Electrostatics
by
Enrico Lorenzo
Submitted to
Mr. Clarence Queza
Physics II
1.0 ELECTROSTATICSStudy of charges at “rest”
Electrostatics deals with the study of any effect resulting from the existence of stationary electric charges. Electric charges (q) is the fundamental quantity of electricity. The SI Unit of charge is the coulomb (C) in honor of Charles Augustin del Coulomb. 1 C = charge of protons/electrons.
“Like charges repel” “Unlike charges attract”
Figure 1.1 Basic Law of charges
Static electricity may have been noticed first around 600 B.C. by Thales of Miletus. He conducted experiments with amber, the fossilized resine of pin sap. He noticed that amber, which had been rubbed with wool cloth, attracted to bits of straw. Since then, the Greek word for amber, electron has been used to describe this invisible force of attraction.

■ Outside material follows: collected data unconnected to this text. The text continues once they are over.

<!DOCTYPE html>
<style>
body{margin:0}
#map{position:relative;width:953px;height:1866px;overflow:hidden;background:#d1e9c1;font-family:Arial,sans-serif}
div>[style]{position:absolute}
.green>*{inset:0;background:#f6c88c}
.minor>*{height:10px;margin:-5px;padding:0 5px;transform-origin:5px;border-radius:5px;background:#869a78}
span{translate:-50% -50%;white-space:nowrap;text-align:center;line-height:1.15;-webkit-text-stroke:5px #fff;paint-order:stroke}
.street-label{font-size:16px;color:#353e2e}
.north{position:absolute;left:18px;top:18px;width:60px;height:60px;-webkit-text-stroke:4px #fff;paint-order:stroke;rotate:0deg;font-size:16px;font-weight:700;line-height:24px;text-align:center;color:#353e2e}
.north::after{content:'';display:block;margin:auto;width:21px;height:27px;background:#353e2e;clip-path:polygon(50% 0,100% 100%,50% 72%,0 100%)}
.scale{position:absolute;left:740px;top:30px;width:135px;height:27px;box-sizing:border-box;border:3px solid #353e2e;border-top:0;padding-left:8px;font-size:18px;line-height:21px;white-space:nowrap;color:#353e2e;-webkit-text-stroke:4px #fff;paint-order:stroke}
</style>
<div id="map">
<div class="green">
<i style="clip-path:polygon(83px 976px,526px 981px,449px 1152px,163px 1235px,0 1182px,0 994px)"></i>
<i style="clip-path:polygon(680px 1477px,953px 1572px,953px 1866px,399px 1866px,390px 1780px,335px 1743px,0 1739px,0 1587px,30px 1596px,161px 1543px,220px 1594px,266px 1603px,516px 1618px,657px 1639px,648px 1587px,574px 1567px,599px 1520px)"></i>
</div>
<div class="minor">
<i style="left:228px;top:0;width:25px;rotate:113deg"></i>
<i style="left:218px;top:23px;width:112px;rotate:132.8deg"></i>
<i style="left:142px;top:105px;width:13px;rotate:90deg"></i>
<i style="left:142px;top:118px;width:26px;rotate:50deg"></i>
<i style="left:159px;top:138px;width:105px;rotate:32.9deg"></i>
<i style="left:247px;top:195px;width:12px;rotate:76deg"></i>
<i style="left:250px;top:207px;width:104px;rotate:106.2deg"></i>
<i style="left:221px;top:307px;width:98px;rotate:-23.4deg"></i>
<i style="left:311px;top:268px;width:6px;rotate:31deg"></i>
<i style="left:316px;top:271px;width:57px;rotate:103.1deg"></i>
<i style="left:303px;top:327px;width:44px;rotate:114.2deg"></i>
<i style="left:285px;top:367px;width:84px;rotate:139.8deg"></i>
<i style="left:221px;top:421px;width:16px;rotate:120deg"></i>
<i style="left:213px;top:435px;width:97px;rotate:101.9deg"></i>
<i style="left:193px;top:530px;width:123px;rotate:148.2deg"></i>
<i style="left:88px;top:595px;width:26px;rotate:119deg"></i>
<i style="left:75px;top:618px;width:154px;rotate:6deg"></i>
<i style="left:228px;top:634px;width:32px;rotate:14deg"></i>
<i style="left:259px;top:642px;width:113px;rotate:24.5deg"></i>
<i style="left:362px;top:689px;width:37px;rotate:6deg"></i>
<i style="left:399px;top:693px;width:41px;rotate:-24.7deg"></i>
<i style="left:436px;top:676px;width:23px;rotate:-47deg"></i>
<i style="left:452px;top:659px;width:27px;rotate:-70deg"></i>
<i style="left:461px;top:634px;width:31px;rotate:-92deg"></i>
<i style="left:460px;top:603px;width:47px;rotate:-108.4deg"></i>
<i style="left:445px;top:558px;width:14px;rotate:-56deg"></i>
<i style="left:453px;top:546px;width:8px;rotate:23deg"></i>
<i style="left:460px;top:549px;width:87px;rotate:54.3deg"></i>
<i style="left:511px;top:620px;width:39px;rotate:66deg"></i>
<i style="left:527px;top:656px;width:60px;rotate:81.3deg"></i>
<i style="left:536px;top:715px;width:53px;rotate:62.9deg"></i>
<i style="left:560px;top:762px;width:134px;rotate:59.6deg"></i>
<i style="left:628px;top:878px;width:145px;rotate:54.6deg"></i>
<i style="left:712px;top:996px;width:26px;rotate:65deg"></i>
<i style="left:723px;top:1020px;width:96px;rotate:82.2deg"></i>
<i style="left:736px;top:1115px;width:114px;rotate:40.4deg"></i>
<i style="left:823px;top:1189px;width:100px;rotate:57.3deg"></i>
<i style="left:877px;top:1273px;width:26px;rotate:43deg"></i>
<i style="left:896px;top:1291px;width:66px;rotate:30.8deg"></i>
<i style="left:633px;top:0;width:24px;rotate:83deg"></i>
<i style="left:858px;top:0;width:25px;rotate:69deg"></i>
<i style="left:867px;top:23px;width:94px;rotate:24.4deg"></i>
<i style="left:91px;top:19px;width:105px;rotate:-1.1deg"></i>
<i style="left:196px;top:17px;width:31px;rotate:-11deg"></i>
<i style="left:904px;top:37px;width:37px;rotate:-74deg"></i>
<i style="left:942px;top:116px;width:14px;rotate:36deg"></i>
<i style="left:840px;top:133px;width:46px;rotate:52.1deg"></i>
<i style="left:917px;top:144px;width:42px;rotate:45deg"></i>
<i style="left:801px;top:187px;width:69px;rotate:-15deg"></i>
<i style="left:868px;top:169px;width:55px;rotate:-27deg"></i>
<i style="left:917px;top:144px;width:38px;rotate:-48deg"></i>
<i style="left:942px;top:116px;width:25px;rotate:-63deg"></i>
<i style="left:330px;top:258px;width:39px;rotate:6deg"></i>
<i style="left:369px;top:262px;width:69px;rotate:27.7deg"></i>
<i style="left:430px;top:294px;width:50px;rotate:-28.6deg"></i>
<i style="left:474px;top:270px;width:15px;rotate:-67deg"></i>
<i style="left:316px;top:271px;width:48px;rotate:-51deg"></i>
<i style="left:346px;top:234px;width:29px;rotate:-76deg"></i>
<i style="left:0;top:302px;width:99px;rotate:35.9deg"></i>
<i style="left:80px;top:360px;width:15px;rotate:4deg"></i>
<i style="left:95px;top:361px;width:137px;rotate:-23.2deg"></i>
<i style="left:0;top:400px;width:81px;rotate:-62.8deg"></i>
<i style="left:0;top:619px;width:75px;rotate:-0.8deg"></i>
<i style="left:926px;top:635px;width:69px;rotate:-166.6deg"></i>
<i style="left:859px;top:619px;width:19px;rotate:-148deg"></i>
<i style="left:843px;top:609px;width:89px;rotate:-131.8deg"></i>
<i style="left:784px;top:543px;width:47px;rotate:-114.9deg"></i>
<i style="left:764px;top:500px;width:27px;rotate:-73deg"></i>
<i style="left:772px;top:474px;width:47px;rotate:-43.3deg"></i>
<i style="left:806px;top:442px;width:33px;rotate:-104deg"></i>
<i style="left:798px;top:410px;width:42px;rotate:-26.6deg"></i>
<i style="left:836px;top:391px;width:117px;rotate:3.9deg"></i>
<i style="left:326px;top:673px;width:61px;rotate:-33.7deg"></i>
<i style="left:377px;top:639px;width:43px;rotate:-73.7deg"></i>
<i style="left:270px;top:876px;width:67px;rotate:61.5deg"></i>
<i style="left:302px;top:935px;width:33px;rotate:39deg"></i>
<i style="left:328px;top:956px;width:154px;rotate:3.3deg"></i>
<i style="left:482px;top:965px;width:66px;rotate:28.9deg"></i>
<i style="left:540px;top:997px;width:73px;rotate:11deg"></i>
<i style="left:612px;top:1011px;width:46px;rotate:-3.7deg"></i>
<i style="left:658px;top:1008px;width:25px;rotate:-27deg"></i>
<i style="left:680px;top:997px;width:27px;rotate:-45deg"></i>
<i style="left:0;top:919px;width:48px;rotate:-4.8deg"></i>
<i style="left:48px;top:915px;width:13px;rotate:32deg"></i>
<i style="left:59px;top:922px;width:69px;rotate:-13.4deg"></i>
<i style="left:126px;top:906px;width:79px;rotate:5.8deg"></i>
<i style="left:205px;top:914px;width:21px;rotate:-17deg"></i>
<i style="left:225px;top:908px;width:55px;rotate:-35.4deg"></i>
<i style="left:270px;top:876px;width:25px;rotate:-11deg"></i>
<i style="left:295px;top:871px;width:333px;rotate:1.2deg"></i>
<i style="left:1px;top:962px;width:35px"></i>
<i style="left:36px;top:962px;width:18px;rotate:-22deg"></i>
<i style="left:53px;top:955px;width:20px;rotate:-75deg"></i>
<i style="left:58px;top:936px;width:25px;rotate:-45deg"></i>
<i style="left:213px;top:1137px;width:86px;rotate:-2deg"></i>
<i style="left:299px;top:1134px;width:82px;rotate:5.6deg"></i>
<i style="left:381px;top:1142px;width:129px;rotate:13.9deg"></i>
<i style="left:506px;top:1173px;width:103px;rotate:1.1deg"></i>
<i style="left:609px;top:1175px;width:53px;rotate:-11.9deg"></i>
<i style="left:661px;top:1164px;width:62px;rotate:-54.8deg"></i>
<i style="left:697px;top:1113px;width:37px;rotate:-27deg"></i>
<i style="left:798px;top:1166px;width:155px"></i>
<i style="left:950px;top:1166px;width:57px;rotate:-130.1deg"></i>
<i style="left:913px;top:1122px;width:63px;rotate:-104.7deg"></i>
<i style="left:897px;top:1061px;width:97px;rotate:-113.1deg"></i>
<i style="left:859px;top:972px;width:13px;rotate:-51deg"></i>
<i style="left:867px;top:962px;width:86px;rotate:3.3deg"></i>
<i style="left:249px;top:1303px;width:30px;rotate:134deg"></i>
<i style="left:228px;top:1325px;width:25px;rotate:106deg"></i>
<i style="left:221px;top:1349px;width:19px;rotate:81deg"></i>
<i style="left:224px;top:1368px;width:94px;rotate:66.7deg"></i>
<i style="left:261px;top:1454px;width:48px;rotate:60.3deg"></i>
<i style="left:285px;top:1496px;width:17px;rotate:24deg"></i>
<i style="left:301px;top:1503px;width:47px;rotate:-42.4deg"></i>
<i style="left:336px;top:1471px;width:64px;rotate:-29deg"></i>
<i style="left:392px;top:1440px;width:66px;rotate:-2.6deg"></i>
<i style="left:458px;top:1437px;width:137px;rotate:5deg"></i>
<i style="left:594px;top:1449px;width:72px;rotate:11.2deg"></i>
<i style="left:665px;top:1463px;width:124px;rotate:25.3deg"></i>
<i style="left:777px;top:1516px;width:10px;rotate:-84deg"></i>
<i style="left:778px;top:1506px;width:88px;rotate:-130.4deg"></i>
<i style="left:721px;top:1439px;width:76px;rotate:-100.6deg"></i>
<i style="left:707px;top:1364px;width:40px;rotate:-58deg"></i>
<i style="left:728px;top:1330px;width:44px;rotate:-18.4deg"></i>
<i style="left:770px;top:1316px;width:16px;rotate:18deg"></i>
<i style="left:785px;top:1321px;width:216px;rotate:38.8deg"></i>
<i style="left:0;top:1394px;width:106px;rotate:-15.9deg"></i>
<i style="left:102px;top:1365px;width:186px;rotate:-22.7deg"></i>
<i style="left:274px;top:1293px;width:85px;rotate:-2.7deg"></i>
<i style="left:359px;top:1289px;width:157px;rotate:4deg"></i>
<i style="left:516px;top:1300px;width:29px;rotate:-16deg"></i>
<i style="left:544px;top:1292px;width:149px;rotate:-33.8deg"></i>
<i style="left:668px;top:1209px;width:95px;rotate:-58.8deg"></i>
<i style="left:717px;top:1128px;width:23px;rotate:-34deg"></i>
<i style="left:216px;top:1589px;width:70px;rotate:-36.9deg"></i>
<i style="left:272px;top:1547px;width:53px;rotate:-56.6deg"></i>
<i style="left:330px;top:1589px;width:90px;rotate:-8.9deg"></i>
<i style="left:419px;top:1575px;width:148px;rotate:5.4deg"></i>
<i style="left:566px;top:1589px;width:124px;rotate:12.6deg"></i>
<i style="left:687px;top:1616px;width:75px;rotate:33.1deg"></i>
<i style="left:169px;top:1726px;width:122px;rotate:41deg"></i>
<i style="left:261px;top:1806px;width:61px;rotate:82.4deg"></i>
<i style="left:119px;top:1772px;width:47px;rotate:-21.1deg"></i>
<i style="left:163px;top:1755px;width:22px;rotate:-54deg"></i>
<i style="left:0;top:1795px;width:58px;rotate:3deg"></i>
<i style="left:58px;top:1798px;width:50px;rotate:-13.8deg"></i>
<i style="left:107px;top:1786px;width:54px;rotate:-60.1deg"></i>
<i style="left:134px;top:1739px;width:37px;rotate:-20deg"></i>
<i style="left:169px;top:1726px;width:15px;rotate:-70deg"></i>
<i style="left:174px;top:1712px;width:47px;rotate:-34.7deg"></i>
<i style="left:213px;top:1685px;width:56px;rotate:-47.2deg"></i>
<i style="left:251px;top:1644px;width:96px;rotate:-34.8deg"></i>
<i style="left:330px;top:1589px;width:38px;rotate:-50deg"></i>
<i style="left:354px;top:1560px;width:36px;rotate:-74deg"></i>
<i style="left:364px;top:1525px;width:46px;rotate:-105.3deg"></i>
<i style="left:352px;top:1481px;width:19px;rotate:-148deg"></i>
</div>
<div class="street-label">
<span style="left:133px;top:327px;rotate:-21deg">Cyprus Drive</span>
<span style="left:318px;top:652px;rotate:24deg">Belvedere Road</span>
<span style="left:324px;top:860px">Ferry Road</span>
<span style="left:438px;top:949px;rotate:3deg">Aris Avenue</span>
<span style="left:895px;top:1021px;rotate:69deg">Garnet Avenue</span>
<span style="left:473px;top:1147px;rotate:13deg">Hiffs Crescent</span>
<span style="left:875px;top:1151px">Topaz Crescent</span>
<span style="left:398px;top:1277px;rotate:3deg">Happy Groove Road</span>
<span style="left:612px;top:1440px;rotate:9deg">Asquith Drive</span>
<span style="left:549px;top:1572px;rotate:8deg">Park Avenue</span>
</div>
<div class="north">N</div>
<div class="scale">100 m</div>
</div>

In 1500, Sir William Gilbert devised an apparatus called a versorium consisting of a tiny metal arrow that pivoted freely on a needle. He discovered that rubbing some materials, such as amber, gems, and certain rocks with wool cloth induced them to exert a force of attraction on the arrow of his versorium. When he held one of these charged objects near the versorium, the arrow pivoted in the directions of the object. These materials he called “electrics” or what we know now as conductors. He also discovered that certain other materials, especially metals, could not be induced to attract the arrow no matter how hard or how long they were rubbed. These materials he called “nonelectrics”, which we know now as insulators.
Figure 1.2 Versorium
During the sixteenth century, researchers theorized that some invisible substance must flow into “electrics” when they are rubbed with cloth. This invisible “fluid” was called electricity.
The force of electric repulsion was noted in 1733 by French scientist Charles Francois Du Fay. He charged a glass rod by rubbing it with silk cloth. The charged glass attracted tiny bits of cork. When the cork touched the glass rod, the electrostatic charge flowed into the cork. Then, when the charged glass rod was held near the charged bits of cork, the glass rod repelled the cork.
In 1750, Benjamin Franklin attempted to explain electric attraction and repulsion in this manner: Electric “fluid” like water, seeks its own level. Surplus electric “fluid” flows towards a deficit of “fluid” until the two “fluids” balance at the same level. Franklin indicated the surplus with a (+) sign and the deficit charge with a (-) sign. His research laid the foundation for the law of electrostatic attraction and repulsion, which consists of three statements:
- An electrostatically charged object attracts objects that are electrostatically neutral.
- Objects with like electrostatics charges repel each other.
- Objects with unlike electrostatics charges attract each other.
1.1 ELECTROSTATIC CHARGE
Smallest unit of electricity held at rest
Any electrostatics charge can be detected with an instrument called electroscope. A very simple electroscope can be made by suspending a small ball of styrofoam by a thread. If a charged rod is brought near the ball, it will be noticeably attracted or repelled by the electrostatic charged. Even a thin stream of running water can be used as an electroscope since it will be deflected by an electrostatic charge. (You can try it at home!)
Charging/Ionization is the process that involves transfer of electron from one body to another. The object that loses electrons is said to be positively charged while the object that gains electrons is said to be negatively charged. An electrostatic charge may be generated in an object by one of these three methods: friction (rubbing), conduction or induction.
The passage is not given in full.